[Saved entries]

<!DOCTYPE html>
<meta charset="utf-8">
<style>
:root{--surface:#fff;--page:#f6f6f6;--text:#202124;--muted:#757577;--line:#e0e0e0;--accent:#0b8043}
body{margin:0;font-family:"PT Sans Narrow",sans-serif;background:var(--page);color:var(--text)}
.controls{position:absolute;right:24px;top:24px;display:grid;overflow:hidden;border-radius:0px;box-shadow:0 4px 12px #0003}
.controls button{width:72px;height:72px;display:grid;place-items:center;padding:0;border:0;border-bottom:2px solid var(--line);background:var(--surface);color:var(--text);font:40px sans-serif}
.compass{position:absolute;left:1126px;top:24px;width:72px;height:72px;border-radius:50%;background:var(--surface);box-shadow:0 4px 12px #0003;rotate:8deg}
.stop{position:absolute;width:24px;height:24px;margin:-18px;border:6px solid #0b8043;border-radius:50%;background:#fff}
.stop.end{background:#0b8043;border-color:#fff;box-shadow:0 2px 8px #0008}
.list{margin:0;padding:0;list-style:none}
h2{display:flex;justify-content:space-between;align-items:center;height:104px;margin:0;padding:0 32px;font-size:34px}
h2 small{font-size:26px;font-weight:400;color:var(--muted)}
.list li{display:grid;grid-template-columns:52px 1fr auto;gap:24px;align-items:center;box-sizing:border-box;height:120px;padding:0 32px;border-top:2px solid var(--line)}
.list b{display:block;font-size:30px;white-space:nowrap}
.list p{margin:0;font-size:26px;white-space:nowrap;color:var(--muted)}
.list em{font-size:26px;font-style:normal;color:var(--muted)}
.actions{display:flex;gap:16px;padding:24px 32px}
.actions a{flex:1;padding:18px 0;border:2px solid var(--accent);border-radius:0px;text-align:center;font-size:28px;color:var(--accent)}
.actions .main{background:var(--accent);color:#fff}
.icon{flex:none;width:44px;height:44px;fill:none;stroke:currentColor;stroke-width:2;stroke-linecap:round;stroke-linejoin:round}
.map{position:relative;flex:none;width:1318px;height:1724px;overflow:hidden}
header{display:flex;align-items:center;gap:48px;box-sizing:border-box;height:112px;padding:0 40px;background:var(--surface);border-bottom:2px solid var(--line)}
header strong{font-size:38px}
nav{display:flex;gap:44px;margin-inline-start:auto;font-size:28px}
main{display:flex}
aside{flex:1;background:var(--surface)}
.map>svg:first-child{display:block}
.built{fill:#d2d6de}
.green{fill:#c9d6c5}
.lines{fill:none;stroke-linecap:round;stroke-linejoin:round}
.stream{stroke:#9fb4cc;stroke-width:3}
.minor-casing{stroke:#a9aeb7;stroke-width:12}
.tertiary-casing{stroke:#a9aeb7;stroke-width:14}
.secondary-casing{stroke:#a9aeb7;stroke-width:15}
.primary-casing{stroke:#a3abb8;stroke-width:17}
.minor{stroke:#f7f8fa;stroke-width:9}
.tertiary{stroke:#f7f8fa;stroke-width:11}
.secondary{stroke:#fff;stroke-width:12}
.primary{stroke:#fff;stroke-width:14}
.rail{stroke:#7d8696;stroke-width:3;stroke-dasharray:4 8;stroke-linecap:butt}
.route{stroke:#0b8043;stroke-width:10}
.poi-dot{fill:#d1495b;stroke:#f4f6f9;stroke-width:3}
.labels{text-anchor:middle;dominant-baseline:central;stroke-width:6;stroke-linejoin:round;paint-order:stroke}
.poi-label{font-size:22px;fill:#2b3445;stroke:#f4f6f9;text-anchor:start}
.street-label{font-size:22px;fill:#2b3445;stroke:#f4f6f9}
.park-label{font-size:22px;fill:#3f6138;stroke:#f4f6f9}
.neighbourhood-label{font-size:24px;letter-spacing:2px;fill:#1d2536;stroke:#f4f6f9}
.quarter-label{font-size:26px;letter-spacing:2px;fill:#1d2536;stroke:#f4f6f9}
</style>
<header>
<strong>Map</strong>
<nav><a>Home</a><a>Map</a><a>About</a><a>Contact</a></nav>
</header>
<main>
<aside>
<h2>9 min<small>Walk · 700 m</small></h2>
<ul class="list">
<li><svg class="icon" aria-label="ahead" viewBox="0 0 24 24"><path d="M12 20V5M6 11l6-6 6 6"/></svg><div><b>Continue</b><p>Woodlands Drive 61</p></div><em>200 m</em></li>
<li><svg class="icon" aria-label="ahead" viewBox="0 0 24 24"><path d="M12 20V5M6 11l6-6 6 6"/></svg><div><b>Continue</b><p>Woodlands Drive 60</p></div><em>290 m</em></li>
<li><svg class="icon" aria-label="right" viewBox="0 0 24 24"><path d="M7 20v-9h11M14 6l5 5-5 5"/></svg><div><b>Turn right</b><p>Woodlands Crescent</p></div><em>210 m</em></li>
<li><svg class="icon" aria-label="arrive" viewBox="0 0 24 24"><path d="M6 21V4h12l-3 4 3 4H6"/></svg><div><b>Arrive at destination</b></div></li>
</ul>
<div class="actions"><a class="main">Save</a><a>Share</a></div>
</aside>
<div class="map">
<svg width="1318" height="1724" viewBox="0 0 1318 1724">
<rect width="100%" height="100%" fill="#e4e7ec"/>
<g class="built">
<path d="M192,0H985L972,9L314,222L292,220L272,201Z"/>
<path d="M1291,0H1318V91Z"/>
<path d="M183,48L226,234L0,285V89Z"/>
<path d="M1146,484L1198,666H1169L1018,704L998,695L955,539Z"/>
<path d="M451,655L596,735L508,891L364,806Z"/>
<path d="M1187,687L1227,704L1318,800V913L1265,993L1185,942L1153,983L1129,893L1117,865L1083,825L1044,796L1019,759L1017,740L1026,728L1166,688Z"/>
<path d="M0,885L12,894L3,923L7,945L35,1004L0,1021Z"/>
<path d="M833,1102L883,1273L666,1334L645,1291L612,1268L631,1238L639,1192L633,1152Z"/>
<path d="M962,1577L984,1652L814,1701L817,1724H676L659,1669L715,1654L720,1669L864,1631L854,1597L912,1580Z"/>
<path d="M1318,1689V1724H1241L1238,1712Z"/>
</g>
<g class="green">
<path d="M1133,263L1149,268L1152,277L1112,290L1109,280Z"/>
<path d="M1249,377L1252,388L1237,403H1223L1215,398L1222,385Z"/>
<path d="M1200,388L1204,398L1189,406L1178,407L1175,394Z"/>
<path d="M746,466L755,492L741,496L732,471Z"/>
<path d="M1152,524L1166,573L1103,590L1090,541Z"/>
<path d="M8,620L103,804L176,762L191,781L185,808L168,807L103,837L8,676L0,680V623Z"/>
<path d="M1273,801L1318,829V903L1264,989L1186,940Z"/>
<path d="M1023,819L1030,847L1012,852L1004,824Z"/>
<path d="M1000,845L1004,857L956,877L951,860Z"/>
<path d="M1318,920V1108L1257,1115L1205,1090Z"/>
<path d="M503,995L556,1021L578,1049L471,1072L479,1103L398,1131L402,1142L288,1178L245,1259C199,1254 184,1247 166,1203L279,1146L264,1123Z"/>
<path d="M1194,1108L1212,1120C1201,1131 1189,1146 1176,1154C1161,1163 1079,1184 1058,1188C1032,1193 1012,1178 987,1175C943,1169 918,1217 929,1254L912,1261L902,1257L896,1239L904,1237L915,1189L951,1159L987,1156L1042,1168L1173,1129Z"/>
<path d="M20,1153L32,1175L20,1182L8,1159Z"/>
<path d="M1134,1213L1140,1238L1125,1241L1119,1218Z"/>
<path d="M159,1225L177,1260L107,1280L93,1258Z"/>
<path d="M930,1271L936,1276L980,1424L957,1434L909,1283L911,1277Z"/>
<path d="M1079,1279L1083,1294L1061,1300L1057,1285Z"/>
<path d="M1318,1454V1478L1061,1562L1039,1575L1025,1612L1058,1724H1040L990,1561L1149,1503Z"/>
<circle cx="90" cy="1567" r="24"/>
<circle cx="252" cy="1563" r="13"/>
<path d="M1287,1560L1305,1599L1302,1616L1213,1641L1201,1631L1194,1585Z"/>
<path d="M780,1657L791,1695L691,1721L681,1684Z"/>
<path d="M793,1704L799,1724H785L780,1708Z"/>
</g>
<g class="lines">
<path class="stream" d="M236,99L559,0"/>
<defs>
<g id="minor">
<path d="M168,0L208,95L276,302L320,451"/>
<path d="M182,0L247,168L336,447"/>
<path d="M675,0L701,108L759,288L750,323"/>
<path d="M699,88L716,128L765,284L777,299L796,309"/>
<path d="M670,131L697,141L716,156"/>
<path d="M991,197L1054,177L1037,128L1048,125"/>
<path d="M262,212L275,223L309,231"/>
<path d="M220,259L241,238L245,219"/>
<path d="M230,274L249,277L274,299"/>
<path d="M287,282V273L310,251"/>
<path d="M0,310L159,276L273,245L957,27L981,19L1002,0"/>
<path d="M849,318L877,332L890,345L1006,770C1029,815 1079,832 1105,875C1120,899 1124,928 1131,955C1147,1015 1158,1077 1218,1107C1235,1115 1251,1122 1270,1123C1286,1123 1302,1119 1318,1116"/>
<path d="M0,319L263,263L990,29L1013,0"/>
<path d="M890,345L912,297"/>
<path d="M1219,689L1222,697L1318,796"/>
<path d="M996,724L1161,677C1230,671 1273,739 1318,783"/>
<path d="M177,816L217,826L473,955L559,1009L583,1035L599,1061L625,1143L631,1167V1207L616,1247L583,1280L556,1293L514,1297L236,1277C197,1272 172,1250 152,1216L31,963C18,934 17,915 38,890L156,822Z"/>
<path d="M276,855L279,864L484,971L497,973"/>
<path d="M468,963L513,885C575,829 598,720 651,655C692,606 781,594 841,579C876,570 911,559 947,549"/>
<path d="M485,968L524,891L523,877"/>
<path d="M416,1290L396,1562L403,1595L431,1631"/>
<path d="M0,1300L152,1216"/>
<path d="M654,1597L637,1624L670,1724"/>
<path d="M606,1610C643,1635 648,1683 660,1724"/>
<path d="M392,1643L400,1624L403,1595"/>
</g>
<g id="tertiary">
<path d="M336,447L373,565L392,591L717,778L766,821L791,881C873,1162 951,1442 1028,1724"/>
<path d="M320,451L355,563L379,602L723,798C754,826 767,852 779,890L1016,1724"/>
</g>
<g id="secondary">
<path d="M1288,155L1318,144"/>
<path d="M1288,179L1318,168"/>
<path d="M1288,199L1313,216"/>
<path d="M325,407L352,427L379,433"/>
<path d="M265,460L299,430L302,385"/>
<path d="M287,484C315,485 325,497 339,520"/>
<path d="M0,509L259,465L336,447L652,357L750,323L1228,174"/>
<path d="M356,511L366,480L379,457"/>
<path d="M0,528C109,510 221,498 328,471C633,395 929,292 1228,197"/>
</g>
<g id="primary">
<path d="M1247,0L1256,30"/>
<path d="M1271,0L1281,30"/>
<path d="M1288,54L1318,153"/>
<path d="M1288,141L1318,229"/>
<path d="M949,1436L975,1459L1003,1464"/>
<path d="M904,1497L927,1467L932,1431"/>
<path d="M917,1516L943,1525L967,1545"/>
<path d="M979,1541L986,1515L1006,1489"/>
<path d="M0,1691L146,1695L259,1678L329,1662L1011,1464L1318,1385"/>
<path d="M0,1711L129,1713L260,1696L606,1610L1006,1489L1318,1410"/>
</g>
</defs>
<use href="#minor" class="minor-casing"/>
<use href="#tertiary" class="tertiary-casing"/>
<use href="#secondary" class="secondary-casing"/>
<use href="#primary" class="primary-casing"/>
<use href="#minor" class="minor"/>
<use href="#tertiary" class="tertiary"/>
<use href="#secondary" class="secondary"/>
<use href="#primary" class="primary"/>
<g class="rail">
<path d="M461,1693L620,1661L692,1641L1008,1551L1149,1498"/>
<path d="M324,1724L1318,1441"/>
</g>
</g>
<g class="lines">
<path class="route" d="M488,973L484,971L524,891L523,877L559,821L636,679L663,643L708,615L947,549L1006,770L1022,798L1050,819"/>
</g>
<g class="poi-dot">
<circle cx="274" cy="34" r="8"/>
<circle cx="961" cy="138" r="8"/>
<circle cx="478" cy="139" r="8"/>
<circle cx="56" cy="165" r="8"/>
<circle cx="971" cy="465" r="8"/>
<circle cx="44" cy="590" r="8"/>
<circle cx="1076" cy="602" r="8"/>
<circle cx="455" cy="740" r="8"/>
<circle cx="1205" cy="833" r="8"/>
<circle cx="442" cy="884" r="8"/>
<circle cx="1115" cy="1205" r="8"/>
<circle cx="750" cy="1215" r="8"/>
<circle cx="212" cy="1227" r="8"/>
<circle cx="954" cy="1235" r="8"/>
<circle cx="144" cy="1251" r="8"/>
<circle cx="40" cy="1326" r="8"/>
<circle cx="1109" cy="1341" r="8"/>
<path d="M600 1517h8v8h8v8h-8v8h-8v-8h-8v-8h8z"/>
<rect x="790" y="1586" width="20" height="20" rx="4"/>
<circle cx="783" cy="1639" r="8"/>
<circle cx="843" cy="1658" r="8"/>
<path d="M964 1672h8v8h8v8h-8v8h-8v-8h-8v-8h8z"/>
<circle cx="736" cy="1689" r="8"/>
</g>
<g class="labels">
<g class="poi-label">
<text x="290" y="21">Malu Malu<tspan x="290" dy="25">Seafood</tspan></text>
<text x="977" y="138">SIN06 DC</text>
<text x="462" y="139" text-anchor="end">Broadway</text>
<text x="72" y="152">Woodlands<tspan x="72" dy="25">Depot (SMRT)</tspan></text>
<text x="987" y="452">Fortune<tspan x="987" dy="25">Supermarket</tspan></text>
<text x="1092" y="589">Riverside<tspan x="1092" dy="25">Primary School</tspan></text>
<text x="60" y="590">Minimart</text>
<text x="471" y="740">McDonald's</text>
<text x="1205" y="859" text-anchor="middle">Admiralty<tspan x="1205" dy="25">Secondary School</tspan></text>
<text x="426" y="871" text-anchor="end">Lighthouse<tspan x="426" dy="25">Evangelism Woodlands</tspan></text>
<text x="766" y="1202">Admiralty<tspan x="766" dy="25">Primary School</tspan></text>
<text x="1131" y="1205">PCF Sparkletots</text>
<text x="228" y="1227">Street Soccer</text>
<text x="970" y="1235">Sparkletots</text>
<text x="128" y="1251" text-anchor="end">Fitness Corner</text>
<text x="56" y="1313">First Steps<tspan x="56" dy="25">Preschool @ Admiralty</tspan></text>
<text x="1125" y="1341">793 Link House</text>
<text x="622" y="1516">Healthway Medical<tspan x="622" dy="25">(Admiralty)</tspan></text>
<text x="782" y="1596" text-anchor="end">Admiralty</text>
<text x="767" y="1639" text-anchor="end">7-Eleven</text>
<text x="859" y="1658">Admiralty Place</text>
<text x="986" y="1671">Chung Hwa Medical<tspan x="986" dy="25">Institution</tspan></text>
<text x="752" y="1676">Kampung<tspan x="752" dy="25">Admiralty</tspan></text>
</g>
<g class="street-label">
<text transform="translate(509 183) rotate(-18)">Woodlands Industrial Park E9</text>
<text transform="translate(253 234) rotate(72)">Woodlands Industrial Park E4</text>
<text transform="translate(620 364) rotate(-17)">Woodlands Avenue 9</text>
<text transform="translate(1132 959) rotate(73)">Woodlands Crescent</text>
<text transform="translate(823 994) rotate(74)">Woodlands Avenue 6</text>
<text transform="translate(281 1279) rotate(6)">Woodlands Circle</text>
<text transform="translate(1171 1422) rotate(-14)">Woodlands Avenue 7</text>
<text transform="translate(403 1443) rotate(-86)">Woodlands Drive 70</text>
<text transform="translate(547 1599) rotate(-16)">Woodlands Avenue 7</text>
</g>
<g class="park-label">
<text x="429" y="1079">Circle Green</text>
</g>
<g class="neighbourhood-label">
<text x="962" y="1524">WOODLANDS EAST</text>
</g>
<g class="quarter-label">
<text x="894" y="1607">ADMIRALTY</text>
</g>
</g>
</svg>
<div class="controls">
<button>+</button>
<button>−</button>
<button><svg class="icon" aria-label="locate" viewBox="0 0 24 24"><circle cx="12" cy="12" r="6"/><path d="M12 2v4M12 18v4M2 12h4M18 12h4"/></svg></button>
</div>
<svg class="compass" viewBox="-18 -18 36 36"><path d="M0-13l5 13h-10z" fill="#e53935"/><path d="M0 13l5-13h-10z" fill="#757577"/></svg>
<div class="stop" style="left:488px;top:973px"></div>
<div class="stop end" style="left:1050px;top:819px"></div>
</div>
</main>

• **Task goal**: When a line above includes the word "strong", please list that line.

• **Answer for the task**:
header strong{font-size:38px}
<strong>Map</strong>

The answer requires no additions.